In part, this survey has been about the tasklist_lock and how Linux could be less dependent on it. In this, we have only scratched the surface, as we have only looked at the lists: tasklist_lock protects other parts of tasks as well. It is encouraging to find that known patterns can address all the issues we looked at and it seems likely that if we examined every field, and the protections that a non-blocking reader might need, we would find that most, if not all, can be managed using patterns from this set.

It seems that, at present, there is no pressing need to perform that examination, since qrwlocks have resolved the fairness issue with tasklist_lock.

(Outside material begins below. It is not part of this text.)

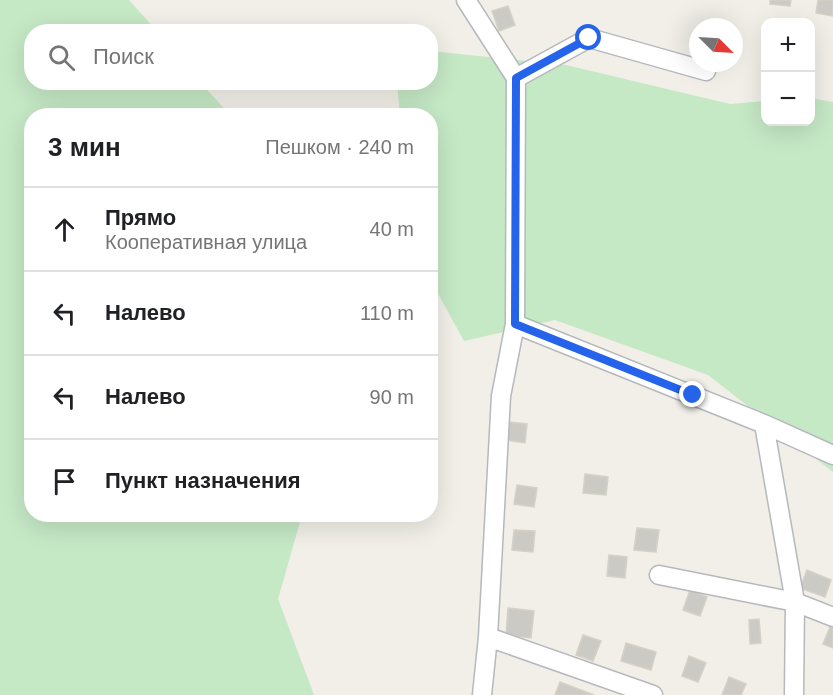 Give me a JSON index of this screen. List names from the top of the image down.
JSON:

While they are a clear improvement, any spinlock is still more expensive than none and, as the number of cores in our computers continues to increase, there may yet come a time when tasklist_lock becomes a bottleneck.

This survey was also about patterns for providing safe synchronization. While I was aware, at least generally, of each of these patterns, I did not know their names until finding and reading Paul's dissertation. Having a list of known named patterns makes it much easier to discuss and analyze some of these issues.

Patterns like this have some value when written down, but much more value when imprinted on people's brains. They are now firmly in my brain and if they have left any impression on you, then maybe we will be a little more ready the next time a spinlock needs to be refined away.

Index entries for this article
Kernel	Read-copy-update
GuestArticles	Brown, Neil

(Log in to post comments)

Nice writeup!!!

Posted Sep 11, 2014 6:14 UTC (Thu) by PaulMcKenney (subscriber, #9624) [Link]

And excellent point about the lack of a pattern covering list splicing!

An additional instance of this pattern may be found in Thomas Graf's implementation (https://lkml.org/lkml/2014/8/2/35) of Josh Triplett's resizeable hash tables (http://www.usenix.org/event/atc11/tech/final_files/Triple...).

It might take some thought to formulate a pattern for this, but in the meantime I do very much appreciate your calling my attention to it.

Signals to groups of processes must be delivered atomically.

Posted Sep 11, 2014 18:36 UTC (Thu) by ebiederm (subscriber, #35028) [Link]

Once and only once is insufficient to guarantee that a signal is delivered to all processes in a process group.

Posix guarantees and reasonable user space programs require that there will be some moment in time where a signal is delivered to all target tasks.

Copying of data structures seems insufficient for signal delivery, as that appears to allow a case when a process receives two signals when user space semantics require exactly one of the signals to be receved. With the size of RCU grace periods I expect that would be easy to observe.

So no. I do not believe in the least you have shown that signal delivery can be converted to using RCU lists.

Signals to groups of processes must be delivered atomically.

Posted Sep 12, 2014 3:48 UTC (Fri) by neilbrown (subscriber, #359) [Link]

Hi Eric,
thanks for your observations.

Can you provide a reference to that Posix guarantee of "some moment in time", or a discussion of it? I cannot find anything and am not familiar with that guarantee.

Your second point is, I think, about possible races between getpgid and signal delivery. Maybe you imagine a signal being delivered to two different process groups while a process is being moved from one to the other? Certainly such races needed to be considered and the range of valid outcomes understood. I see no reason to think it would be particularly difficult to ensure correct outcomes, but it probably wouldn't be trivial either. Without concrete code it is, of course, not possible to be definite.

Problems caused by long grace periods can sometimes be countered using "Mark Obsolete Objects". That could apply here.